Background: Brain natriuretic peptide (BNP) acts primarily as a cardiac hormone; it is produced by the ventricle and has both vasodilatory and natriuretic actions. Therefore, the BNP gene is thought to be a candidate gene for essential hypertension (EH). The present study identified variants in the 5'-flanking region of natriuretic peptide precursor B (NPPB) gene and assessed the relationship between gene variants and EH.
Methods: The polymerase chain reaction-single strand conformation polymorphism method and nucleotide sequencing were used to identify variants.

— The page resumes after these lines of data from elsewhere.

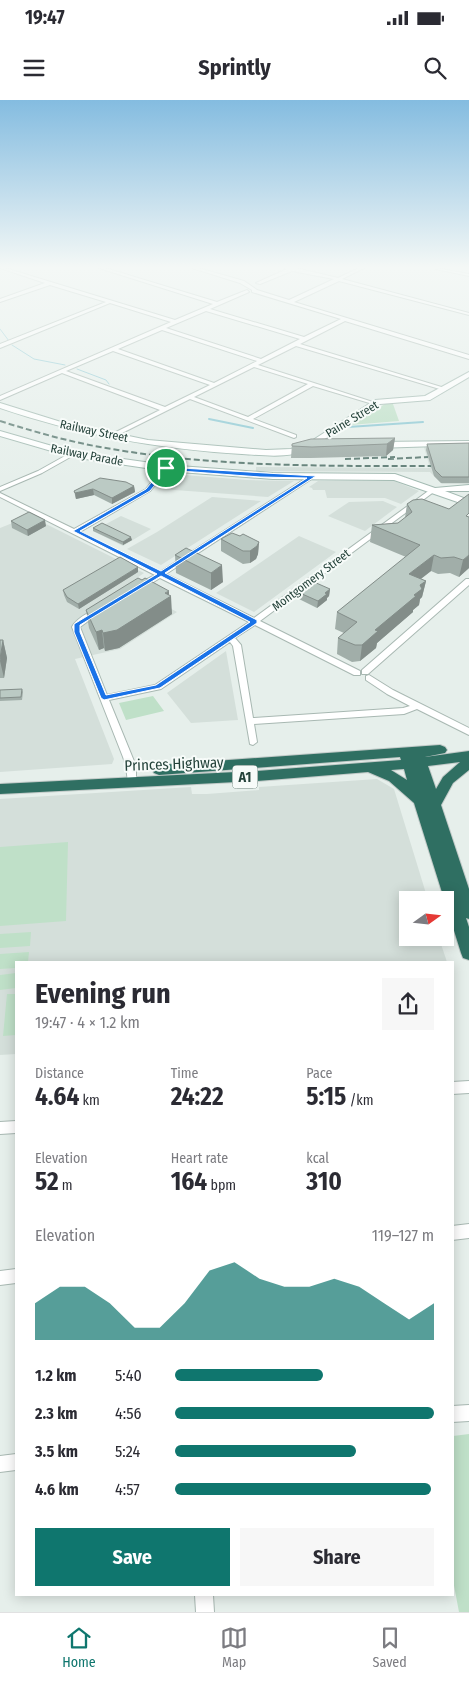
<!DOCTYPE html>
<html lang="en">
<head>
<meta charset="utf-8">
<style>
  body { margin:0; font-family:"Fira Sans Condensed",sans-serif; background:#f7f7f7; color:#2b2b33; height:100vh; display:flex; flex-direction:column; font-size:19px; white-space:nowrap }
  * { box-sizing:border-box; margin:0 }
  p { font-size:16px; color:#7c7c81 }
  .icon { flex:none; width:28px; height:28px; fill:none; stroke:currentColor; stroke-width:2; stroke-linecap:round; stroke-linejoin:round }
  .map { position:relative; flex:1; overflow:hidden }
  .side { position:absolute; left:15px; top:861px; width:439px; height:635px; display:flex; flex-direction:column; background:#fff; border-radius:0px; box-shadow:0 2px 12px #0003 }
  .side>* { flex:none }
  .needle { width:32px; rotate:75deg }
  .tools { position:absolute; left:399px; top:791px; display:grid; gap:10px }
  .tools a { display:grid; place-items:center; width:55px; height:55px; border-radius:0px; background:#fff; box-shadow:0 2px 12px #0003; font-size:25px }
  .pin { position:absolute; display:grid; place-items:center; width:42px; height:42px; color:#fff; margin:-21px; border:2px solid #fff; border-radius:50%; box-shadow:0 1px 5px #0007 }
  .round { display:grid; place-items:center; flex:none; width:52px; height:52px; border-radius:0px; background:#f7f7f7 }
  .overview { display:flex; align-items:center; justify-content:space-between; height:85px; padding:0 20px }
  h1 { font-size:28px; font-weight:700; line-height:38px }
  .stats { display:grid; grid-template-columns:repeat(3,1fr); gap:8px; height:85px; padding:5px 20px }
  .stats div { display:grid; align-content:center }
  .stats b { font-size:25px; font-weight:700 }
  .stats small { font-size:14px; font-weight:400 }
  .stats p { font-size:14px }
  .chart { height:140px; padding:10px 20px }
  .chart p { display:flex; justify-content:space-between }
  .chart svg { width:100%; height:90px; margin-top:5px; fill:#0f766e; opacity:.7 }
  .primary-button { display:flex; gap:10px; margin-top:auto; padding:10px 20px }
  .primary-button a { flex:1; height:58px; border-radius:0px; background:#0f766e; color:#fff; font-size:20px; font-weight:700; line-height:58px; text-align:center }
  .primary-button a+a { background:#f7f7f7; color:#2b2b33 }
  ul { padding:0 20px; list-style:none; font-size:16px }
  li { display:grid; grid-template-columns:80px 60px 1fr; align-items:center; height:38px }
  li i { height:12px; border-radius:6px; background:#0f766e }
  .status { display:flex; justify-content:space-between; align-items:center; height:35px; padding:0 25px; background:#fff; direction:ltr }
  .status svg { height:14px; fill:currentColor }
  header { display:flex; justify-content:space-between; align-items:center; height:65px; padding:0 20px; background:#fff; font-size:22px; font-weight:700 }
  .menu { display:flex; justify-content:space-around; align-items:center; height:70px; border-top:1px solid #e1e1e2; background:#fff; font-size:14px; color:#7c7c81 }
  .menu a { display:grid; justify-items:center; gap:2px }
  .menu .selected { color:#0f766e }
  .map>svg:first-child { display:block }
  .built { fill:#d4dfda }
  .green { fill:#bfe0c8 }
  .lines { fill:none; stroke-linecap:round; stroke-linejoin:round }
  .stream-far1 { stroke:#8ec9d4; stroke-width:1 }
  .stream { stroke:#8ec9d4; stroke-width:2 }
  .street-casing { stroke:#a8b8b2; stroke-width:2 }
  .secondary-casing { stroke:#a4bbb3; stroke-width:2 }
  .highway-casing { stroke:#c2cac8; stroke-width:2 }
  .street { fill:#fff; fill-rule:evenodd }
  .secondary { fill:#fff; fill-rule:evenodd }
  .highway { fill:#2f6f62; fill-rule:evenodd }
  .rail { stroke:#5f7d75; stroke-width:2; stroke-dasharray:6 3; stroke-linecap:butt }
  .wall { fill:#a1aea9 }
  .shaded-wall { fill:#838d89 }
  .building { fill:#bbcac4; stroke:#838d89 }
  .route { fill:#1a73e8; stroke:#fff; fill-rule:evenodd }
  .labels { text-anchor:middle; stroke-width:4; stroke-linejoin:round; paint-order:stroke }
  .far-street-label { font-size:12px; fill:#24423a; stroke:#f7fbf9 }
  .shield { fill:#f7fbf9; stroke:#637a73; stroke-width:1 }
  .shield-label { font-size:14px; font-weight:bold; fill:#24423a }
  .street-label { font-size:15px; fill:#24423a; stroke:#f7fbf9 }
</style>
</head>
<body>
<div class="status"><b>19:47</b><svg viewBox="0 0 49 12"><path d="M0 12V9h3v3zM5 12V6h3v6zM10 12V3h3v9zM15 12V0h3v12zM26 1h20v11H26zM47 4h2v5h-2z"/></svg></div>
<header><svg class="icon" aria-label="menu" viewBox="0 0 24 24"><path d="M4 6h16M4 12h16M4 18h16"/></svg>Sprintly<svg class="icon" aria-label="search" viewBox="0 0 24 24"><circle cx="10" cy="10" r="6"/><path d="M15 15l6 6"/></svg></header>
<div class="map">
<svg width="469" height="1512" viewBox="0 0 469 1512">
  <rect width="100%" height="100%" fill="#e6efeb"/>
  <path class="built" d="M424,347H469V384H442L430,372L256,371V367L430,368Z
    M172,374L247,380L294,381L268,397L161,389Z
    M318,381H394L419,391L401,404L385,398H327L325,390H313L312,388L309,387Z
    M212,397L261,401L161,465L127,449L157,432Z
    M383,401L397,407L365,431L328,416L349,402Z
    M30,416L144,473L127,485L177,512L120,549L75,559L114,659L112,664L0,672V428Z
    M121,416L151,429L123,446L93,431Z
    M299,436L336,452L254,512L216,493Z
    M226,551L238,620L191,623L167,593Z
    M377,679L394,689L428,800H408V838H439L447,862H16V954L0,955V699L191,687L192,694H207L259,690V687Z"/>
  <path class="green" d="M385,304H393L399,321L350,325Z
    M153,596L164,611L126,620L119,603Z
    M68,742L66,821L0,826V747Z
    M31,832L30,846L0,848V834Z
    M29,852L28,862H16V868L0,869V854Z
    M16,873V888L0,890V875Z
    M7,894H16V935L3,936Z
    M469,1334V1512H459L452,1475L453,1336Z"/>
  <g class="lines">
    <path class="stream-far1" d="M0,229L9,241
      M12,245L34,259L65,265
      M77,269L106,280L109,284"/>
    <path class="stream" d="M209,319L253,328
      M348,327L423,322"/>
    <defs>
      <path id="street" d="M0,168H5L175,220L213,204L99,168H105L217,202L247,190L249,192L210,209L304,237L341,219L252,192V190L240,183L192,168H198L244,181L257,190L289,200L334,179L292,171L260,184L256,183L287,169L284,168H296L338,178L359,168H364L342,179L469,213V215L339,181L294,202L469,255V259L345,221L300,244L448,289L443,290L296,246L258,265L376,303V305L313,286L253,319L296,335V337L294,338L190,299L112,338L110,337V335L160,310L62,273L0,300V296L171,222L110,203L0,248V244L106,202L50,185L0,202V199L45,183ZM206,211L300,239L261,259L166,228ZM162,230L257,261L214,283L118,249ZM113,251L210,285L165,307L66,271ZM254,267L308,284L248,317L194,297Z
        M436,168L469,174V176L436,169Z
        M72,352L75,354L74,355L42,373L0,391V387L38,371Z
        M164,367L169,368L150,391L80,432L160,472L311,375L316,376L166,474L254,518L431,389H435V391L260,521L360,571V575H354L255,525L235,538L241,545L253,618L403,608L410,606L387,594L366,580V576L369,575L393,590L469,628V635L417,609L404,614L254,624L257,642L253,645L250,644L233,546L230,542L161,589L109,600L136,666V681L131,684L128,683L126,666L123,657L72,527C76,519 92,509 101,509L102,511L80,527L107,595L155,585L249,522L160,478L142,489H136V485L155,475L0,397V393L74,429L146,389Z
        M466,479H469V485L368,574H362V570Z
        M469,981V993L452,994V982Z
        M16,1021V1033L0,1034V1022Z
        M469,1124V1138L452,1140V1126Z
        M16,1169V1183L0,1185V1171Z
        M469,1305V1321L452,1322V1306Z
        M16,1354V1370L0,1372V1356Z
        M195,1495H213L214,1512H196Z"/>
      <path id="secondary" d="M469,272V277L430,300L380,304L320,342L313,340L375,300L425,296Z
        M0,303L61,322L148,340L266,350L291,349L308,343L312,346C295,360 262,355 242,354C159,349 79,335 0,308Z
        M0,331L73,352L166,365L273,373L395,374L435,388L469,385V391H445L469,400V406L394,380L273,379L166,371L72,357L0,336Z
        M469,341V345L376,348L372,345L376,342Z"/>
      <path id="highway" d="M440,645L445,647L447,650L445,653L425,657L469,651V670L453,683L441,705L469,789V819L466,818L469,827V860L463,858L461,853L414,703L389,681L368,672L257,681L0,694V684L257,671L401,660L400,657L159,675L154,673L152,670L154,667L159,665ZM460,662L443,677L436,689L428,666ZM404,669L407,680L391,670Z"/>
    </defs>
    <use href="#street" class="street-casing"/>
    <use href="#secondary" class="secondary-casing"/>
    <use href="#highway" class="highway-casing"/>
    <use href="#street" class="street"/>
    <use href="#secondary" class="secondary"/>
    <use href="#highway" class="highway"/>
    <path class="rail" d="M0,321C35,332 70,342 106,348C213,367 323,366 431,366
      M345,359L395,357
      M388,359L428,357"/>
  </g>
  <path class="wall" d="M395,338L393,350L386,356L311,358H291L292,344Z
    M469,343V383H441L434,376L426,350L427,344Z
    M134,386L135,392L112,404L94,395L76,399L74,391Z
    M413,400L469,468L459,477L450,473L438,474L431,471L421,479L426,481L422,497L420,499L419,505L413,510V512L377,543L376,548L360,561L352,562L337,554L338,538L344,533L335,529L337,512L406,457L370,442L372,425L398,423L405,418L407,404Z
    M11,421L46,426L28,436L12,428Z
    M93,428L132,440L123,445L93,431Z
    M240,436L259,442L258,454L256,459L250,463L243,464L221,451V439Z
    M186,448L223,482L211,490L176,473L175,455Z
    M138,472L79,509L67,502L64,495L63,490Z
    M330,489L329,496L327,498V500L317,508L299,499L300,493Z
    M169,495L172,514L119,548L105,551L104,548L99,550L89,528L86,510Z
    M0,540H3L7,558L4,578H0Z
    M22,589L23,592L22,600L0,601V590Z"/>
  <path class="shaded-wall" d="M395,338L393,350L386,356L387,344Z
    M134,386L135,392L112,404V398Z
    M93,389L94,395L76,399L75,393Z
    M45,420L46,426L28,436L27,430Z
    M131,437L132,440L123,445V442Z
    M259,442L258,454L256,459L250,463V451Z
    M434,455L431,471L406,490L409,474Z
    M469,455V468L459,477L463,460Z
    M222,465L223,482L211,490V473Z
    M138,467V472L79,509L78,504Z
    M426,481L422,497L420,499L419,505L413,510V512L377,543L376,548L360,561L362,545L375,530L414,495L420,485Z
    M330,489L329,496L327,498V500L317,508L318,501L325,493Z
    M169,491V497L171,496L172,514L119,548L105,551L103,533Z
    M102,530L104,548L99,550L96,532Z
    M3,540L7,558L4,578L0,561Z"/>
  <path class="building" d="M395,338L387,344L312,347L292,346V344L311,339Z
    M469,343V377H442L435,370L427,344Z
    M100,378L126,382L134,386L112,398L93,389L75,393L74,391Z
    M469,394V413L466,416L469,417V455L463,460L454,457L441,458L434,455L409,474L426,481L420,485L422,489L414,495L416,496L375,530L378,531L362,545H355L338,538L357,522L337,512L420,445L372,425L398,423L412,412L407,404L413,400L422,399L449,409Z
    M29,412L45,420L27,430L11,421Z
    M102,423L131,437L123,442L93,428Z
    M232,433L240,436L243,434L259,442L257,446L250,451H243L221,439Z
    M186,448L222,465L211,473L175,455Z
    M120,457L138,467L78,504L67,497L63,490Z
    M138,478L142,480L145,478L169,491L165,493L171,496L117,530L103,533L102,530L96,532L86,510Z
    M314,482L330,489L325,493L327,494L318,501L300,493Z
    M0,540H3L0,559Z
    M22,589L21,597L0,598V590Z"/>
  <linearGradient id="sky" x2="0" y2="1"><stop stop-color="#84bce0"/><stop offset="0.44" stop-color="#f4f8f6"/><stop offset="1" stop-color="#f4f8f6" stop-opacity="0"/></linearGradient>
  <rect width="469" height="380" fill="url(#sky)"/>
  <path class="route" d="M164,367L316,376L165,473L257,520V523L160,588L104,600L101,598L74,532V524L157,474L73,431L146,389ZM167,370L260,377L307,378L161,471L80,431L150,391ZM161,476L250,522L156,585L106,595L80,532V525Z"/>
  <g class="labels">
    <g class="far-street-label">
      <text transform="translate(352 319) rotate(-31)" y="4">Paine Street</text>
      <text transform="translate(94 331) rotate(12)" y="4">Railway Street</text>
      <text transform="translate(87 355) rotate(11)" y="4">Railway Parade</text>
      <text transform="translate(311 480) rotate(-37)" y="4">Montgomery Street</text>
    </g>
    <rect class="shield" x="232.5" y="665.5" width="25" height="23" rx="4"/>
    <g class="shield-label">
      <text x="245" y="682">A1</text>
    </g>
    <g class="street-label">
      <text transform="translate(174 664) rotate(-2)" y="5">Princes Highway</text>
    </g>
  </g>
</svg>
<div class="tools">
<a><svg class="needle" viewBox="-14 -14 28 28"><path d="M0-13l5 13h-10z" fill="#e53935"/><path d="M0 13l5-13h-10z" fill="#7c7c81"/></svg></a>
</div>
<div class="pin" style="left:166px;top:368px;background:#1e9e55"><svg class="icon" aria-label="arrive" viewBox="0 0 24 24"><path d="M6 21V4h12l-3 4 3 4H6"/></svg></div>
<section class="side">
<div class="overview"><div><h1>Evening run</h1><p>19:47 · 4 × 1.2 km</p></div><a class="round"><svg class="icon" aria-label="share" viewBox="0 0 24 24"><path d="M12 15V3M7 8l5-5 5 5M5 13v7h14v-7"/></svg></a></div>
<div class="stats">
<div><p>Distance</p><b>4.64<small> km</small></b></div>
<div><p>Time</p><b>24:22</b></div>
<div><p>Pace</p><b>5:15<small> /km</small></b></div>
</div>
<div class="stats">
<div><p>Elevation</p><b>52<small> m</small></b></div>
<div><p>Heart rate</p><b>164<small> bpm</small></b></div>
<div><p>kcal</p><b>310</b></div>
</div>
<div class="chart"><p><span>Elevation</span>119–127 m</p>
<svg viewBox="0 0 160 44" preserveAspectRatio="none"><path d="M0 44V26L10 18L20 18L30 26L40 38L50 38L60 26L70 10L80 6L90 14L100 18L110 18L120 14L130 18L140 26L150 34L160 26V44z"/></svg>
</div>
<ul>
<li><b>1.2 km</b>5:40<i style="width:57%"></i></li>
<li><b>2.3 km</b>4:56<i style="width:100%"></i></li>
<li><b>3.5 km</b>5:24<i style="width:70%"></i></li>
<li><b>4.6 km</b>4:57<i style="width:99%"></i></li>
</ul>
<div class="primary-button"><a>Save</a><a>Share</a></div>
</section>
</div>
<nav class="menu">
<a class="selected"><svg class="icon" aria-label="home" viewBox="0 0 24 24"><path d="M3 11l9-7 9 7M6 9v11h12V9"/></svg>Home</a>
<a><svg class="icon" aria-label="map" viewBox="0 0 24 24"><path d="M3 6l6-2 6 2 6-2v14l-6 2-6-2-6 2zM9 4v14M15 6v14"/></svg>Map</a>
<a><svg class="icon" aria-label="saved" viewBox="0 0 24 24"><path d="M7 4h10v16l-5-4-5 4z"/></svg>Saved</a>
</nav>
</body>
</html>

Results: A novel variable number of tandem repeat (VNTR) polymorphism in the 5'-flanking region (-1241 nucleotides from the major transcriptional initiation site) was discovered. This VNTR polymorphism is a tandem repeat of the 4-nucleotide sequence TTTC. There were 8 alleles, ranging from 9-repeat to 19-repeat. An association study was done involving 317 EH patients and 262 age-matched normotensive (NT) subjects. The 11-repeat allele was the most frequent (88.2%); the 16-repeat allele was the second most frequent (10.5%) in the NT group. The observed and expected genotypes were in agreement with the predicted Hardy-Weinberg equilibrium values (P=0.972). Among females, the overall distribution of genotypes was significantly different between the EH and NT groups (p=0.039). The frequency of the 16-repeat allele was significantly lower in the female EH group (6.5%) than in the female NT group (12.2%, p=0.046).
Conclusions: The 16-repeat allele of the VNTR in the 5'-flanking region of NPPB appears to be a useful genetic marker of EH in females.